[受験歳時記] 第15回「桜餅」

昨秋、ある男子校の学校説明会。会を終えた帰り、何気なくある教室に立ち寄ってみると、社会科担当の先生による「生徒の声」をまとめた1冊のノートが展示されていました。授業中などに聞きとめた生徒の言葉を集めたもので、書き写したくなるものもたくさんあったうち、最初のページの冒頭に載っていたのが ――「地理って現代史なんだな」という一言。地理と歴史では担当の先生も違うので普段は気がつかない。それぞれを詳しく学びはするが、分野を分ける仕切りが高く、社会科の中で枝分かれしているにすぎないことを忘れがちになります。しかし、地形、地勢、産業、生活と中身を追っていくうちに、深く1つの水脈でつながっていることに、はたと気がついた生徒の実感なのでしょう。大地の上に営まれる人々の生活を学ぶ中で、現在に至るまでの暮らしと経済活動に関心を抱き、地理とは現代史であることに思い至った瞬間だったのでしょう。

温泉地

山懐の温泉地、休憩がてらに足を止め、遠い山の頂の残雪を眺めながら湯船に浸かります。「肉体疲労は水溶性」という入浴剤のポスターがありましたが、たしかに体の疲れは温浴にゆだねるのが良さそうです。アルカリ成分を多く含む温泉には皮脂やたんぱく質をゆっくりと溶かす作用もあるらしく、肌に優しい化粧水のような泉質です。大浴場の格子模様の格天井、その巧みな細工にも目を遊ばせつつ肌のほてりを癒していると、やがて緑茶に添えた薄紅色の桜餅が小皿に載せられ運ばれてきました。

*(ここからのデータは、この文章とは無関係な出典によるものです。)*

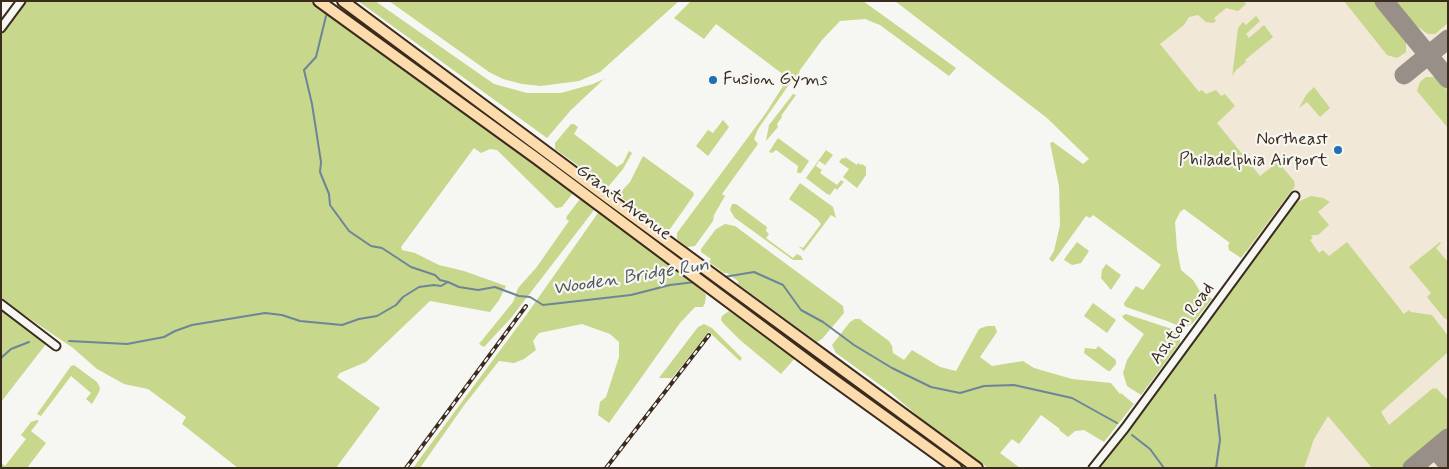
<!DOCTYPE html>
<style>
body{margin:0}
#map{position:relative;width:1449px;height:469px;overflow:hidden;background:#f6f6f2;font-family:Mynerve,sans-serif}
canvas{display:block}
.frame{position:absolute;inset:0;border:2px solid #3b2a1e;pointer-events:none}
</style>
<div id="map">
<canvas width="1449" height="469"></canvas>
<div class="frame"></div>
</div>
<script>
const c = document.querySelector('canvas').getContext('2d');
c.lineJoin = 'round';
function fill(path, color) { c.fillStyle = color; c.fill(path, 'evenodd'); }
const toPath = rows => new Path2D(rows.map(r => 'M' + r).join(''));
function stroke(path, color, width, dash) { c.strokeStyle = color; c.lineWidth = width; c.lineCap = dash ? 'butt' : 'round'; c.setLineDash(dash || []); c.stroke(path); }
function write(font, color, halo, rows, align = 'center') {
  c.font = font + ' Mynerve,sans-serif'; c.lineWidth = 4.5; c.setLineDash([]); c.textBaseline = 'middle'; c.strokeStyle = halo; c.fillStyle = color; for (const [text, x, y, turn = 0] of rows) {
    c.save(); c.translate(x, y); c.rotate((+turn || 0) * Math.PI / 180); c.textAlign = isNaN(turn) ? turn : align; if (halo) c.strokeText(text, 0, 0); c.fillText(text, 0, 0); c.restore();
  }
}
fill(toPath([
 [903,1,1448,1,1448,468,1112,468,1261,262,1178,200]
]), '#f1e8d7');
fill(toPath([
 [27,1,310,1,573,193,562,207,556,208,497,150,490,149,481,153,474,148,401,247,402,250,415,253,439,265,464,271,506,286,499,300,490,312,430,301,366,362,340,373,337,377,380,408,336,468,238,468,182,424,186,417,148,389,124,384,97,369,73,348,20,312,1,297,1,35],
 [358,1,375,1,494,84,527,93,561,93,593,84,604,79,571,110,547,138],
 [389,1,679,1,600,72,579,81,541,86,522,84,503,79,489,72],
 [691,1,863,1,956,68,949,76,880,25,865,19,840,21,822,40,800,70,798,76,788,86,758,129,754,139,758,144,722,194,725,196,714,215,713,221,695,246,687,247,677,239,677,233,766,113,788,78,716,24,704,39,674,18],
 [895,1,1244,1,1246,4,1238,11,1226,8,1214,18,1216,21,1213,23,1206,22,1198,15,1189,17,1184,25,1160,44,1199,92,1202,90,1206,94,1216,90,1221,96,1225,94,1235,106,1217,123,1260,176,1278,162,1294,181,1295,186,1241,258,1229,250,1228,245,1230,243,1184,209,1180,212,1175,222,1177,249,1181,270,1193,280,1206,301,1209,296,1212,299,1193,323,1184,328,1167,321,1126,307,1124,305,1124,303,1136,286,1143,290,1161,265,1093,215,1090,218,1086,216,1053,262,1049,259,1054,251,1060,225,1059,186,1050,143,1053,142,1083,164,1089,159,1047,118],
 [1344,1,1374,1,1406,40,1406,52,1397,58,1387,55],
 [1394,1,1448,1,1448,23,1435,34,1428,34,1411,22],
 [1256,16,1260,21,1246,34,1249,38,1264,25,1273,37,1245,60,1246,62,1236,70,1232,76,1231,86,1238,28,1243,22,1246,25],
 [1426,77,1435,77,1448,91,1448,128,1417,91,1420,82],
 [1314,87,1330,108,1320,117,1307,102,1299,108,1306,95],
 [793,94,796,95,781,116,782,117,777,124,778,127,766,141,769,125],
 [723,120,729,127,708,156,696,146,708,130,713,133],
 [571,124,574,124,578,127,574,134,617,167,623,163,629,151,632,153,623,169,608,187,555,149,555,143],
 [778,138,809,161,801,173,797,173,798,166,776,150,772,153,769,152],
 [826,150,833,155,825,165,819,161,816,166,822,170,820,173,837,185,841,180,844,182,837,190,835,188,830,195,827,194,806,178],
 [643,156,693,192,694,195,670,229,665,230,618,195,630,182],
 [845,157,857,165,858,163,861,165,862,164,866,167,866,175,857,188,843,177,849,169,839,162,842,158,844,159],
 [800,183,833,207,836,218,831,215,804,251,798,246,803,248,821,224,817,219,789,199],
 [1311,196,1323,198,1330,202,1318,212,1329,225,1318,235,1313,235,1311,236,1313,238,1310,240,1319,253,1323,250,1329,256,1347,242,1404,314,1409,310,1411,312,1432,315,1448,336,1448,352,1381,412,1389,425,1433,388,1434,389,1436,388,1448,400,1448,433,1406,468,1372,468,1328,416,1314,439,1304,468,1100,468,1195,341,1281,220,1293,204],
 [580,199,594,210,511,318,484,347,479,344,513,302,518,288,536,268,569,221,566,219,567,216],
 [732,204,736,204,767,227,766,231,769,234,766,238,793,258,797,254,801,256,803,260,793,260,735,218,730,210],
 [598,213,702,289,706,295,705,303,703,307,695,307,680,323,609,423,598,415,600,402,606,397,619,357,619,342,610,334,582,324,539,333,533,341,536,350,524,359,514,363,499,361,465,404,420,468,413,468,527,314],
 [725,224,735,226,843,306,844,313,822,339,817,342,738,284,738,281,727,273,724,273,709,262,711,259,701,252,701,249,716,229],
 [1077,242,1089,251,1081,263,1072,265,1064,260,1065,258],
 [1440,242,1441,243,1436,248,1448,262,1448,320,1444,318,1427,297,1431,293,1409,267],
 [1106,264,1121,275,1111,290,1101,278,1102,270],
 [1093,303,1116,320,1107,333,1084,316],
 [1,310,46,344,1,402],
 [729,311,795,358,781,374,740,340,724,324,721,320,722,316],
 [1126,314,1172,329,1180,339,1180,343,1141,395,1127,386,1123,373,1127,360,1144,334,1124,319,1122,316],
 [855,319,860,319,863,322,889,341,892,346,893,353,904,360,912,350,940,367,956,371,979,329,987,326,995,326,997,332,980,357,992,366,1023,361,1034,368,1072,379,1111,383,1120,394,1121,393,1134,404,1104,442,1084,430,1075,431,1068,437,1059,430,1060,429,1041,415,1019,444,1012,439,1000,453,1020,468,988,468,925,422,891,393,836,353,832,345,850,322],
 [704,324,712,328,742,358,740,361,709,332,672,378,659,378,698,327],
 [1098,346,1116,360,1116,364,1110,371,1108,371,1084,353,1085,348,1096,349],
 [74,365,97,382,100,388,99,392,92,404,86,399,91,393,71,376,41,416,37,414,71,366],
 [37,420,39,421,31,431,46,443,27,468,1,468,1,463,5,466,26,439,21,435,31,422]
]), '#c7d78b');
stroke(toPath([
 [326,16,316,57,304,70,312,104,321,162,320,172,329,194,330,205,349,231,371,246,382,248,411,267,435,275,440,280,448,282,459,287,478,290,495,287,519,296,530,297,543,305,631,295,670,285,695,282],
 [724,277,754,272,783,285,801,310,823,322,854,345,892,368,931,387,960,393,984,386,1014,385,1072,398,1117,423],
 [69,341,127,344,164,337,175,331,192,325,265,313,282,315,300,321,342,325,359,319,377,316,396,305,403,297,419,287,434,285,441,286,448,282],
 [1,358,11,349,29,342],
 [1215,395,1220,440,1216,468],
 [1132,435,1150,449,1164,468]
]), '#6d8599', 2);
stroke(toPath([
 [1384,1,1448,79],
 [1404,75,1448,39],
 [1435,449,1448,464],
 [1412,468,1448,438]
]), '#989088', 19);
const minor = toPath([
 [1,28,21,1],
 [1,304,56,346],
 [1093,468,1125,428,1295,196]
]);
const primary = toPath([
 [319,1,536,158,820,370,956,468],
 [343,1,607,197,977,468]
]);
stroke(minor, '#3b2a1e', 11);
stroke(primary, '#3b2a1e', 14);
stroke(minor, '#f6f6f2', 7);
stroke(primary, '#fcdcac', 10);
const rail = toPath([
 [406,468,526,306],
 [606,468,709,335]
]);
stroke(rail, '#3b2a1e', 4);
stroke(rail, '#f6f6f2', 2, [5.5]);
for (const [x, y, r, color] of [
 [713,80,5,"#1f6fb2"],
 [1338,150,5,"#1f6fb2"]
]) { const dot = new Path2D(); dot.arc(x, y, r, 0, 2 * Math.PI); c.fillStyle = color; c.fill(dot); stroke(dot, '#f6f6f2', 2); }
write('18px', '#3b2a1e', '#f6f6f2', [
 ["Fusion Gyms",723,80],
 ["Northeast",1328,140,"right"],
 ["Philadelphia Airport",1328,161,"right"]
], 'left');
write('18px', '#3b2a1e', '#f6f6f2', [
 ["Grant Avenue",623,203,37],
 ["Ashton Road",1183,324,-54]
]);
write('italic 19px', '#54585c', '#f6f6f2', [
 ["Wooden Bridge Run",631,278,-9]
]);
</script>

桜餅は呼び名も製法も東・西日本で大きく分かれるそうで、京都ではもち米を蒸した「道明寺」、東京では小麦粉で作ったクレープ生地の「長命寺」。関西以西がおまんじゅうだとすれば、関東から東北ではお菓子に近く、その東西の境目は新潟と静岡を結ぶ直線で区切られるとのこと。上品なこしあんの甘さを引き立てるようにうっすらと塩味のきいた桜の葉、しっとりした香りも立ちのぼり東西二つの春の和菓子は風味満点を競い合っているようです。

列島誕生

昨年の夏、日本列島の誕生に関する二夜連続の放送があったらしいのですが、生憎、見そびれてしまいました。その予告編によると列島誕生を解き明かすキーワードは「桜餅」だとか。はたして、小指で押してもつぶれそうな薄皮の桜餅と、一億人の人口を乗せる島国の大地とが、どんな来歴を重ね合わせているというのか、もはや知る術がないのですが、もしかしたら、日本列島は、「道明寺」と「長命寺」とに分かれる新潟―静岡を結ぶライン、フォッサマグナの地質帯で大きく分断されたのかもしれません。かつては、この狭い島国に史上最大の恐竜たちがのし歩いていたことも信じがたいですが、日本海が割り込んで列島が二本並んだ島国だったらしいこともにわかには信じられません。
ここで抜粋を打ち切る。